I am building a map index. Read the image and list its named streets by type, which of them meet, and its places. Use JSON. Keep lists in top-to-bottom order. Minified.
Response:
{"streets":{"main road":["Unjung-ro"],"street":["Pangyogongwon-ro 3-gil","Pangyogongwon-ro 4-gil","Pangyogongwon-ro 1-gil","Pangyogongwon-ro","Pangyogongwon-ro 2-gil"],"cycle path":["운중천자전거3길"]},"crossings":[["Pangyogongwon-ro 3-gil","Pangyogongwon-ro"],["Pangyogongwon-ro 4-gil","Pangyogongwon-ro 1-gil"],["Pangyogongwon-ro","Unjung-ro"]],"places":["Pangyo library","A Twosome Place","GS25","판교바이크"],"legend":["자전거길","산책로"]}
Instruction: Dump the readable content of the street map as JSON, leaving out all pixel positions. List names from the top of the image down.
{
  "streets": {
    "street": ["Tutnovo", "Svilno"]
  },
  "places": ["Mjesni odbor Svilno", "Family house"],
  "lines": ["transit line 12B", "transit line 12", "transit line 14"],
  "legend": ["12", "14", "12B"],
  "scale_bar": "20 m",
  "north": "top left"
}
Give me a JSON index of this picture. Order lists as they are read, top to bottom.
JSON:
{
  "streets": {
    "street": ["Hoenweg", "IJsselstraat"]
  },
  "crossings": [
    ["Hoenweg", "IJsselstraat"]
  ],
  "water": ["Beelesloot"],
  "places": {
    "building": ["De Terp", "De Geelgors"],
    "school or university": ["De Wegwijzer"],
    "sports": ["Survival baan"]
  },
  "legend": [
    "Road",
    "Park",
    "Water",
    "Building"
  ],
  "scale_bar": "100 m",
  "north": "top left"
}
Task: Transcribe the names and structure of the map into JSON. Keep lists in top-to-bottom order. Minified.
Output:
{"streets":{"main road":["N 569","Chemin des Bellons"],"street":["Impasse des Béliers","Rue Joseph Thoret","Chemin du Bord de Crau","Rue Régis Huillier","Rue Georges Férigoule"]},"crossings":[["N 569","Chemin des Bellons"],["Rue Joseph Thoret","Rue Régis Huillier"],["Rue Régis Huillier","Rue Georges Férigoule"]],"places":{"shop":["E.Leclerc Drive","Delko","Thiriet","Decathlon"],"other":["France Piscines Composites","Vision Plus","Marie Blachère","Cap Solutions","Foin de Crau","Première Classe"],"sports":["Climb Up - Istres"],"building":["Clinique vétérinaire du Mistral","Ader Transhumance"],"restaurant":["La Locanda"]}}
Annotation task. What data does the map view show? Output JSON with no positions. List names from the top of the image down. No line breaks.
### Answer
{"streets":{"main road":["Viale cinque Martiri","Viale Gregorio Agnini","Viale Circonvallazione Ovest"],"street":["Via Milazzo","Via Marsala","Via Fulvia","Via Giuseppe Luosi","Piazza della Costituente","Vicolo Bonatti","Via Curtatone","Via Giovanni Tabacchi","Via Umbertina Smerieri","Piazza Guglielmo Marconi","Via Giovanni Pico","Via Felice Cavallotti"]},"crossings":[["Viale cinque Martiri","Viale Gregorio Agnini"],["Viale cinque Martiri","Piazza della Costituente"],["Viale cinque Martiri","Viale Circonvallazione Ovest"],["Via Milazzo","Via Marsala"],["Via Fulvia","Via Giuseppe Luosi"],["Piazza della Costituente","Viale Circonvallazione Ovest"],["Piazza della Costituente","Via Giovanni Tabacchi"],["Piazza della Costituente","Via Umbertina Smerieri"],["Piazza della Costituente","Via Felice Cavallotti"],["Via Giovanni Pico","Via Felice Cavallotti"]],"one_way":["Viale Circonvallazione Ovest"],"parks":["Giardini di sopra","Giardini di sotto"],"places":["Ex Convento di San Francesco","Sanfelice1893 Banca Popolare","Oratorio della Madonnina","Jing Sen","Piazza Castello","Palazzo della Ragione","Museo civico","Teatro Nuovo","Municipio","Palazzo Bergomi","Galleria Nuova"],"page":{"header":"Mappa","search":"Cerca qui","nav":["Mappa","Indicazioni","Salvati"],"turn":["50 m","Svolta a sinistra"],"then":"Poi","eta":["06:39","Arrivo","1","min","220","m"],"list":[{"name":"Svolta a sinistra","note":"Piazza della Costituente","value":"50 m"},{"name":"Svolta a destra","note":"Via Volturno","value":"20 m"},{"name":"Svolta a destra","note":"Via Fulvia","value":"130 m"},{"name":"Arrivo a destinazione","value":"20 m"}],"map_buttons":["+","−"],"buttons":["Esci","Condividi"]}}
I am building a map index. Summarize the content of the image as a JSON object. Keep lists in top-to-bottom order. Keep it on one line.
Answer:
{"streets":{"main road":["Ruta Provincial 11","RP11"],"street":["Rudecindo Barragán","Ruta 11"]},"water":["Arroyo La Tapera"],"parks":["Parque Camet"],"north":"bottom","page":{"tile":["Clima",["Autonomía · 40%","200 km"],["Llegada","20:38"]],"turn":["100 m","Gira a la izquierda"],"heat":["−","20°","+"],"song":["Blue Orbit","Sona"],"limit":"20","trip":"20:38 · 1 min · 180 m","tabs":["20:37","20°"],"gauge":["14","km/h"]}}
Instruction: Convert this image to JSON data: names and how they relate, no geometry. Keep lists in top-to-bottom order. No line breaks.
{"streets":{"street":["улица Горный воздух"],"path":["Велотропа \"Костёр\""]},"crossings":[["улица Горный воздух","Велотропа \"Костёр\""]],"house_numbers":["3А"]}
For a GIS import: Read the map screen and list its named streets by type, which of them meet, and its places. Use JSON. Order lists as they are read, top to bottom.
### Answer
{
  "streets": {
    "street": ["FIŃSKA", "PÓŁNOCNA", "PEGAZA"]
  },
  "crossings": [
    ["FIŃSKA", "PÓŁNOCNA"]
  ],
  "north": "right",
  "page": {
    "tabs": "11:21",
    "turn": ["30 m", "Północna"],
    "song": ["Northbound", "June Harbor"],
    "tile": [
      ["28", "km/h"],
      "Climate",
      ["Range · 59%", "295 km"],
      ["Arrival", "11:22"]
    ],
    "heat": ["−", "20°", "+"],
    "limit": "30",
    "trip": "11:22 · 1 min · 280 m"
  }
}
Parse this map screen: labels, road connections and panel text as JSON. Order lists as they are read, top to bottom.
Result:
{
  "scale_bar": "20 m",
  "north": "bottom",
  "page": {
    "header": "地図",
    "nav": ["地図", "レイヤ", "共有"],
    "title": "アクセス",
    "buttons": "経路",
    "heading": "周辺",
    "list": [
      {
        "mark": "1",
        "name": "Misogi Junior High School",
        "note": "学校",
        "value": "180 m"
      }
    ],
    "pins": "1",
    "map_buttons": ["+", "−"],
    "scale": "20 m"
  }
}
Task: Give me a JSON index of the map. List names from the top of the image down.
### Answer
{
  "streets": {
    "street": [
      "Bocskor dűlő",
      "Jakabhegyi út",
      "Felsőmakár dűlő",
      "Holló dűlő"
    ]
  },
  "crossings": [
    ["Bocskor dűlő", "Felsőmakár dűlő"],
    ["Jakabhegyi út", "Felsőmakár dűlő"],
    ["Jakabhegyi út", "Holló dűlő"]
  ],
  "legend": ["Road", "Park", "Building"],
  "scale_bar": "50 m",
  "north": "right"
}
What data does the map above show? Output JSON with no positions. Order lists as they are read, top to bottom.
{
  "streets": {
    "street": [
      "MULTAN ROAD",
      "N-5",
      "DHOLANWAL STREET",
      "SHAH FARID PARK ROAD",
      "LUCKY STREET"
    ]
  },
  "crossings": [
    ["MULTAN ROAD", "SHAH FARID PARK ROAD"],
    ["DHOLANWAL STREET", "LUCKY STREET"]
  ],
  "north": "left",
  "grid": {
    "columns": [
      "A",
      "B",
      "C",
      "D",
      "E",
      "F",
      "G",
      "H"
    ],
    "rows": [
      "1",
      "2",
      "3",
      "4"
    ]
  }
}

• **Problem to solve**: Wherever the string "named" appears in the data above, report the whole line.

• **The completed task**:
I am building a map index. Read the image and list its named streets by type, which of them meet, and its places. Use JSON. Keep lists in top-to-bottom order. Minified.
For a GIS import: Read the map screen and list its named streets by type, which of them meet, and its places. Use JSON. Order lists as they are read, top to bottom.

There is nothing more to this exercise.